NORTH BAY – This week will see the kickoff for enrollment in "100-in-100," an innovative program to put high school students up close with local manufacturers.
The brainchild of 101MFG, a private alliance of Northern California manufacturers, 100 Sonoma County companies will host job-shadows, five-day internships and Summer 2012 internships for 100 days, starting February, 2012.
“Once our students and manufacturers have the opportunity to learn more about each other, we intend to let nature – and the industry's need for the next generation of highly skilled workers and engineers – take hold,” said 101MFG President, Dick Herman.
Sonoma County high school juniors and seniors are the initial targets, although the program’s creators hope to expand it to all North Bay counties in the coming year.

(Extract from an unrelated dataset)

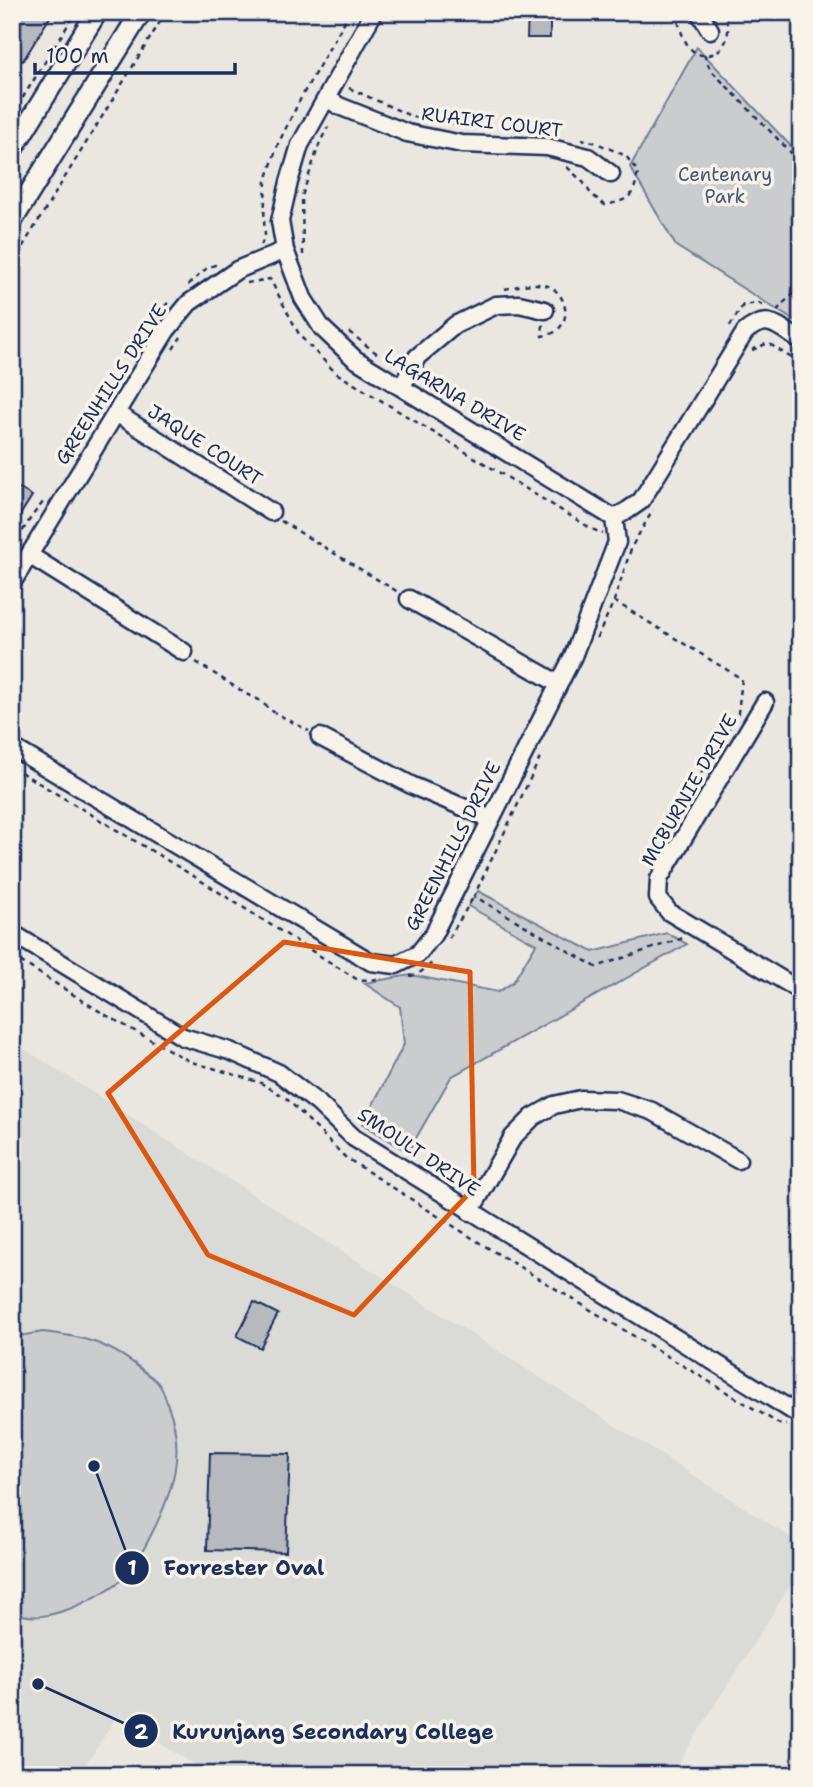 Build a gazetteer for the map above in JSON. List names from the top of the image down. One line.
{"streets":{"street":["RUAIRI COURT","GREENHILLS DRIVE","LAGARNA DRIVE","JAQUE COURT","MCBURNIE DRIVE","SMOULT DRIVE"]},"crossings":[["RUAIRI COURT","LAGARNA DRIVE"],["GREENHILLS DRIVE","LAGARNA DRIVE"],["GREENHILLS DRIVE","JAQUE COURT"]],"parks":["Centenary Park"],"places":["Forrester Oval","Kurunjang Secondary College"],"scale_bar":"100 m"}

"Even before the enrollment website for manufacturers and high schools goes live this week, we already have more than 20 manufacturers who've asked to be put on the list," said Mr. Herman.

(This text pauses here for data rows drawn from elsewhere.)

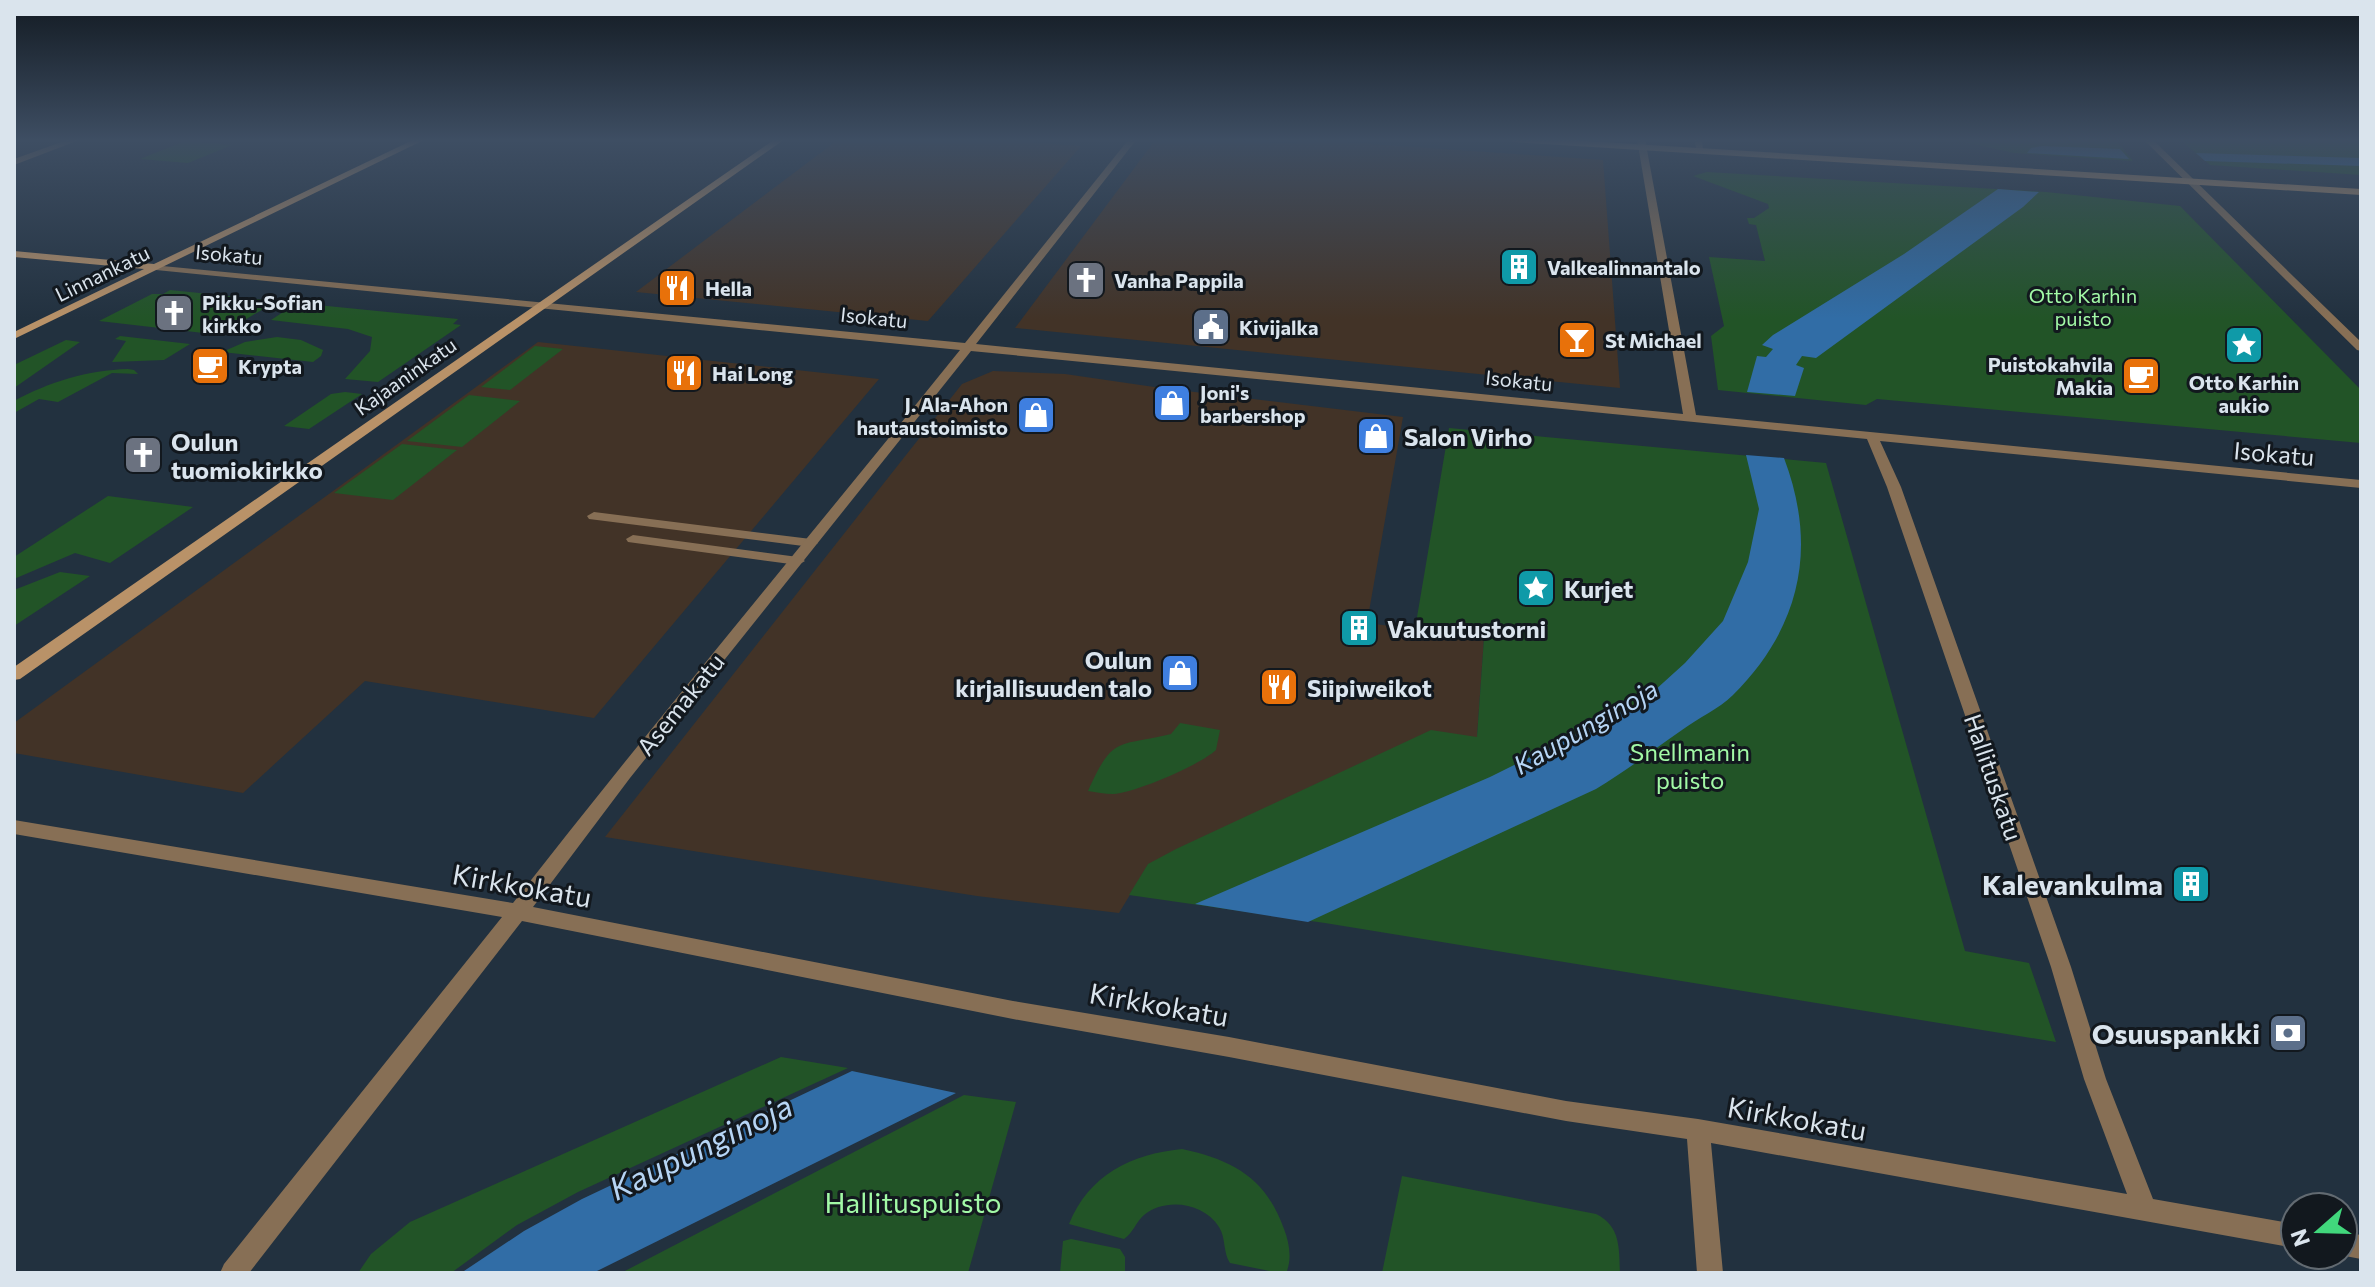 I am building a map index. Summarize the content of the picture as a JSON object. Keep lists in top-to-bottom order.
{
  "streets": {
    "main road": ["Isokatu", "Linnankatu", "Kajaaninkatu"],
    "street": ["Asemakatu", "Hallituskatu", "Kirkkokatu"]
  },
  "crossings": [
    ["Isokatu", "Linnankatu"],
    ["Isokatu", "Kajaaninkatu"],
    ["Isokatu", "Asemakatu"],
    ["Isokatu", "Hallituskatu"],
    ["Asemakatu", "Kirkkokatu"],
    ["Hallituskatu", "Kirkkokatu"]
  ],
  "water": ["Kaupunginoja"],
  "parks": ["Otto Karhin puisto", "Snellmanin puisto", "Hallituspuisto"],
  "places": {
    "building": ["Valkealinnantalo", "Vakuutustorni", "Kalevankulma"],
    "church": ["Vanha Pappila", "Pikku-Sofian kirkko", "Oulun tuomiokirkko"],
    "restaurant": ["Hella", "Hai Long", "Siipiweikot"],
    "public building": ["Kivijalka"],
    "bar": ["St Michael"],
    "place": ["Otto Karhin aukio", "Kurjet"],
    "cafe": ["Krypta", "Puistokahvila Makia"],
    "shop": [
      "Joni's barbershop",
      "J. Ala-Ahon hautaustoimisto",
      "Salon Virho",
      "Oulun kirjallisuuden talo"
    ],
    "bank": ["Osuuspankki"]
  },
  "north": "left"
}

"These are terrific area employers who are making history with this program.”
Among the companies expressing interest are Agilent Technologies, Labcon North America, X2nSat, SRC Cables, Icore International, Raydiance, and Triformix. Mr. Herman expects that by January, 100 companies will be enrolled.

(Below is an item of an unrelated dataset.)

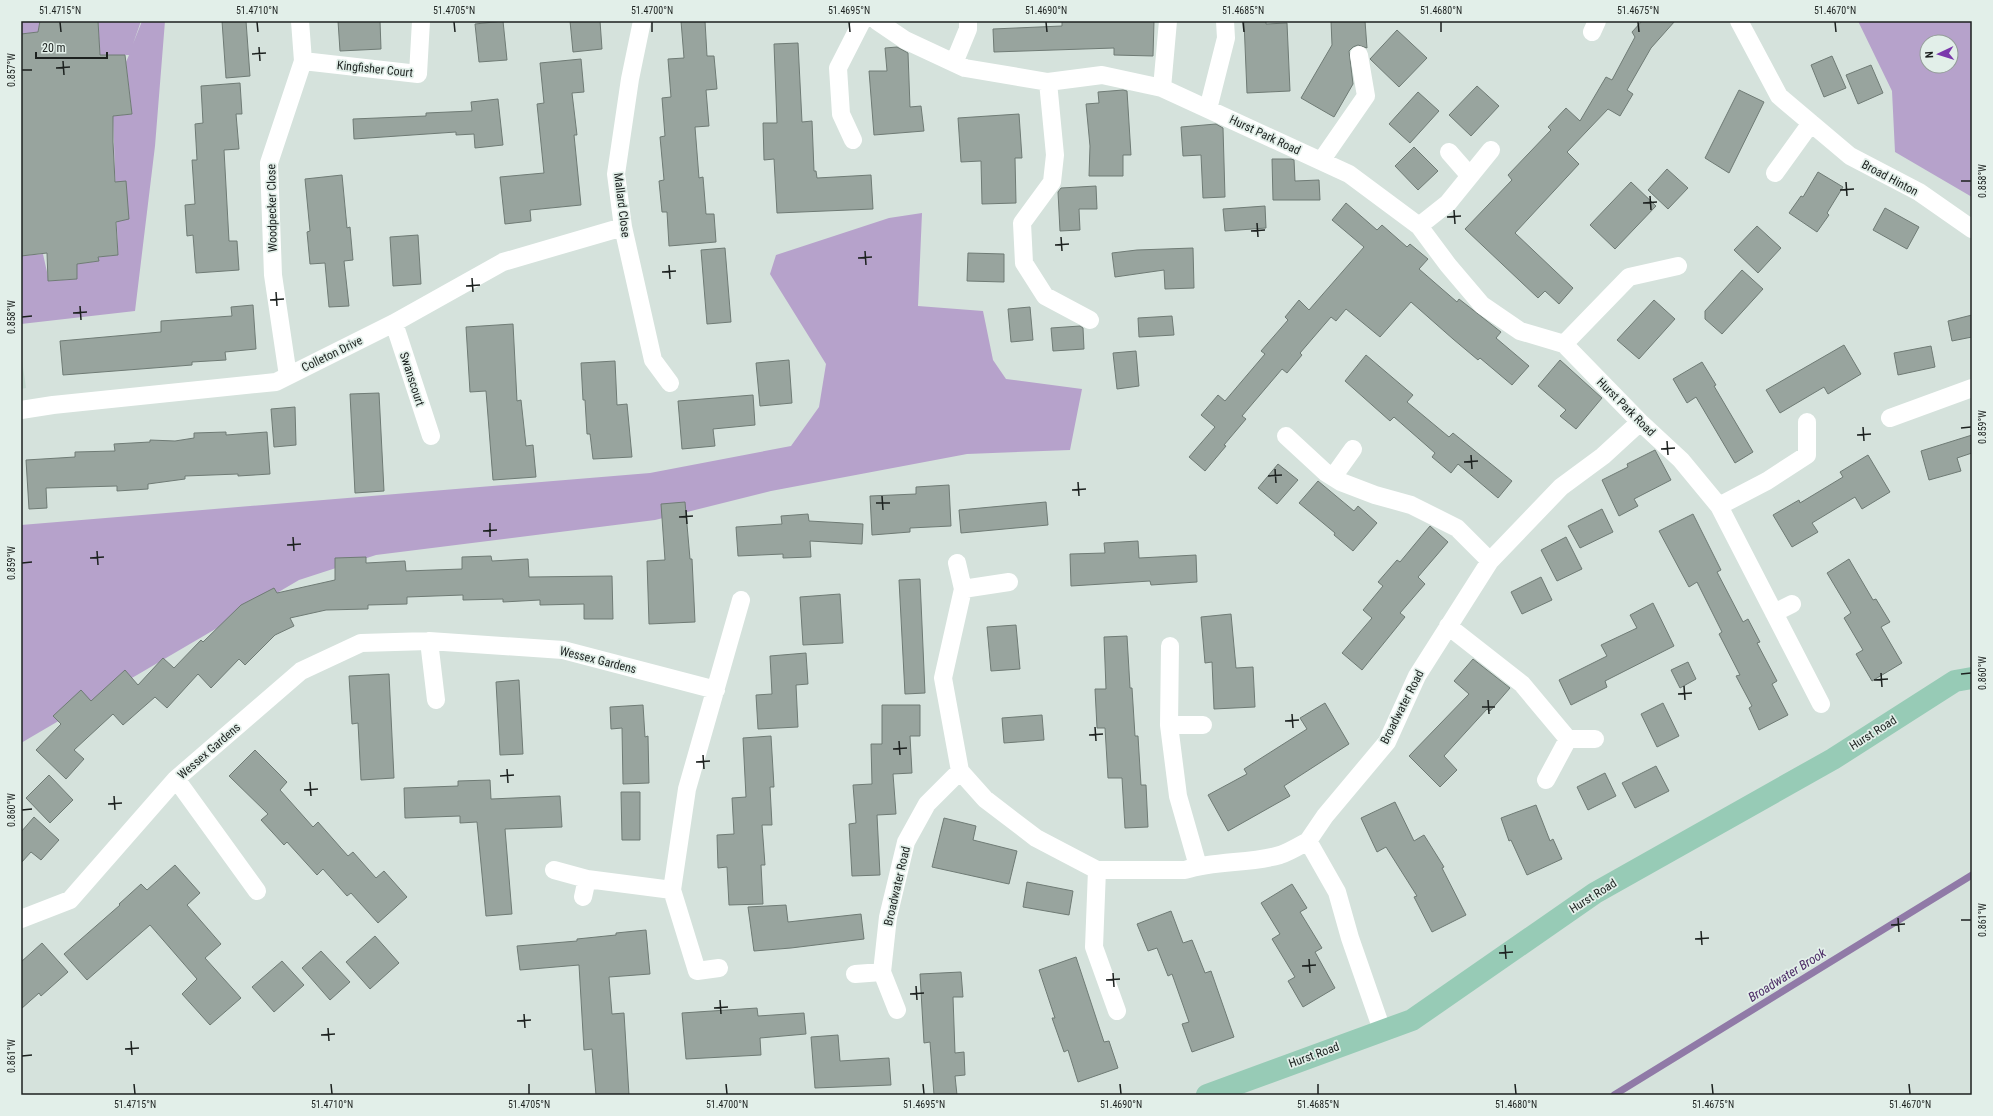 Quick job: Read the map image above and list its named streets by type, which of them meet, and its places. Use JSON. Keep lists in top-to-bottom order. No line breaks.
{"streets":{"main road":["Hurst Road"],"street":["Kingfisher Court","Hurst Park Road","Broad Hinton","Mallard Close","Woodpecker Close","Colleton Drive","Swanscourt","Wessex Gardens","Broadwater Road"]},"crossings":[["Kingfisher Court","Woodpecker Close"],["Hurst Park Road","Broadwater Road"],["Mallard Close","Colleton Drive"],["Woodpecker Close","Colleton Drive"],["Colleton Drive","Swanscourt"]],"water":["Broadwater Brook"],"scale_bar":"20 m","north":"left","coordinates":["51.4715°N","51.4710°N","51.4705°N","51.4700°N","51.4695°N","51.4690°N","51.4685°N","51.4680°N","51.4675°N","51.4670°N","0.857°W","0.858°W","0.859°W","0.860°W","0.861°W"]}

High schools interested in participating include Petaluma High School, Santa Rosa High School, St. Vincent High School, Rancho Cotate High School, Technology High School, Windsor, Piner, Cloverdale and Healdsburg High Schools, according to Stephen Jackson, director, career development ROP, Sonoma County Office of Education.
"I can tell you the interest on the part of students and employers is very high," said Dan Sunia, president of California Tooling and Machining Apprenticeship Association, another one-of-a-kind program to provide the next generation of manufacturing workers.
"We previewed the program and a video of involved Petaluma High students at several recent statewide events and the California Department of Education is looking at this program as a model for the future," he said.